Both Wilde’s vision, and his failure to create the oppositional Christ, have striking parallels in other emergent groups. Nineteenth-century feminists like Margaret Fuller and Florence Nightingale imagined a feminist messiah, while black writers predicted the coming of a black redeemer-poet who would not only legitimise their struggle but also create a new order. The paradoxical conflicts over language, strategy, and theory within Dollimore’s ‘lost history of perversions’ also mark other lost histories, and Sexual Dissidence would be more accessible if it did not work so hard to reinvent every wheel.
Despite its learning and timeliness, Sexual Dissidence is too sprawling and dense to be readable outside a highly motivated theoretical community. Dollimore repeatedly stresses his admiration for camp, pastiche, playfulness and irony as subversive aesthetic modes, but his own prose is numbingly abstract (with regard to Lawrence, for example, ‘a metaphysic of absolute difference is desublimated into the cathected dialectic proximity of the perverse dynamic’).
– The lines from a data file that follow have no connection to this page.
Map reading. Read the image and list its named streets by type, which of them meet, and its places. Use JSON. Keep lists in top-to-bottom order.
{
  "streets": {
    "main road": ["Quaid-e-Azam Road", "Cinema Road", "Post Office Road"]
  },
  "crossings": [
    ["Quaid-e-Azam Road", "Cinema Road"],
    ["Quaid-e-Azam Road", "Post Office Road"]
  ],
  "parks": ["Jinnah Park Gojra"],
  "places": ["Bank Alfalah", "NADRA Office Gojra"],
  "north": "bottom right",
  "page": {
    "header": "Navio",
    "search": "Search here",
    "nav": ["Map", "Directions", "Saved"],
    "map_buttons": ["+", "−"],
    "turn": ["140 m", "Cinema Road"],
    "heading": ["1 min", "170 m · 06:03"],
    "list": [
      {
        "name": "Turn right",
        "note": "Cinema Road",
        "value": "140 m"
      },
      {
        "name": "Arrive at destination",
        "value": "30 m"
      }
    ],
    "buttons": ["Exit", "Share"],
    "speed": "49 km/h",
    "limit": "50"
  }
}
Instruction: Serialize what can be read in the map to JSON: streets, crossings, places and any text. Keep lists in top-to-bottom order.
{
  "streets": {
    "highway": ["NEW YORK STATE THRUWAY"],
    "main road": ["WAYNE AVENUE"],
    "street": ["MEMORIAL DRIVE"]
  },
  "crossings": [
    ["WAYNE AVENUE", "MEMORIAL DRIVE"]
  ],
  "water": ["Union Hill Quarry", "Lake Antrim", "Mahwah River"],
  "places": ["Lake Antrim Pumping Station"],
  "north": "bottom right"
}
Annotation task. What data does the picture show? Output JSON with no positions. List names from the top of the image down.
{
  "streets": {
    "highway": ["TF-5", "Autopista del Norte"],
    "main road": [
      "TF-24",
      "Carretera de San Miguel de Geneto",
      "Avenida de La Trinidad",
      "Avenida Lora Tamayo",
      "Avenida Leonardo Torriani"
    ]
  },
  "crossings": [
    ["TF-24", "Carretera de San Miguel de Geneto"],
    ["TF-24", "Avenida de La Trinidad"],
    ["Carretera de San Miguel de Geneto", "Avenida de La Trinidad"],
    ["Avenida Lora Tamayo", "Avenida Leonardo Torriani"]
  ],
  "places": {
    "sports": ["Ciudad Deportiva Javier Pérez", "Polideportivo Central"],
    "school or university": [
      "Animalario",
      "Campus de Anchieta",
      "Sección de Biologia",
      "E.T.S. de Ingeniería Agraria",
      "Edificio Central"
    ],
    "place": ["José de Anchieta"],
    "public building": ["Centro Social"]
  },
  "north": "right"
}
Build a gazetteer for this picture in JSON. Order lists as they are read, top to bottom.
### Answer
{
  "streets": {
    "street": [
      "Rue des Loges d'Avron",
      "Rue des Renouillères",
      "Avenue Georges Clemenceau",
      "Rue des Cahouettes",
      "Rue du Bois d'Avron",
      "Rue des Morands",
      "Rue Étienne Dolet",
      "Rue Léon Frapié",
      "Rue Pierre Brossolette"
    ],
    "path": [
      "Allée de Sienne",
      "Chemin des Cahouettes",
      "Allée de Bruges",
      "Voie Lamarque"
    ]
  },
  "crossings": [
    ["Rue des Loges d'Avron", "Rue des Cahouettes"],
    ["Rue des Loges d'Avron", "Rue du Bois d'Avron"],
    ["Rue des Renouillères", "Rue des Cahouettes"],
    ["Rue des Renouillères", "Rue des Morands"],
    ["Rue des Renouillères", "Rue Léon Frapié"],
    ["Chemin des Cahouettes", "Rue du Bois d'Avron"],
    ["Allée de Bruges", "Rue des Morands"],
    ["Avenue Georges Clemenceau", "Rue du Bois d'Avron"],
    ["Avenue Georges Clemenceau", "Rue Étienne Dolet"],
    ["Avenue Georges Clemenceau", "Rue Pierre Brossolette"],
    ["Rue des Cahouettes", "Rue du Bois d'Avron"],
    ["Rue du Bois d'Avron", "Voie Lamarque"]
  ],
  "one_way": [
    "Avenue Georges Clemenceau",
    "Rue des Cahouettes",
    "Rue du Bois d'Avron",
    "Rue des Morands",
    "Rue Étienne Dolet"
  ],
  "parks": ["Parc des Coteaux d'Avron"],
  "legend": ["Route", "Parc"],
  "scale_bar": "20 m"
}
A strong editorial hand could have helped with structure as well. Baffling in its organisation, the book often goes beyond the difficult to the obstructive, like a car chase in a Bond film, in which a speeding vehicle dumps nails, smoke screens, oil slicks, broken glass, in the path of eager pursuers. For the readers who can survive this daunting intellectual course, Sexual Dissidence will provide a challenging workout.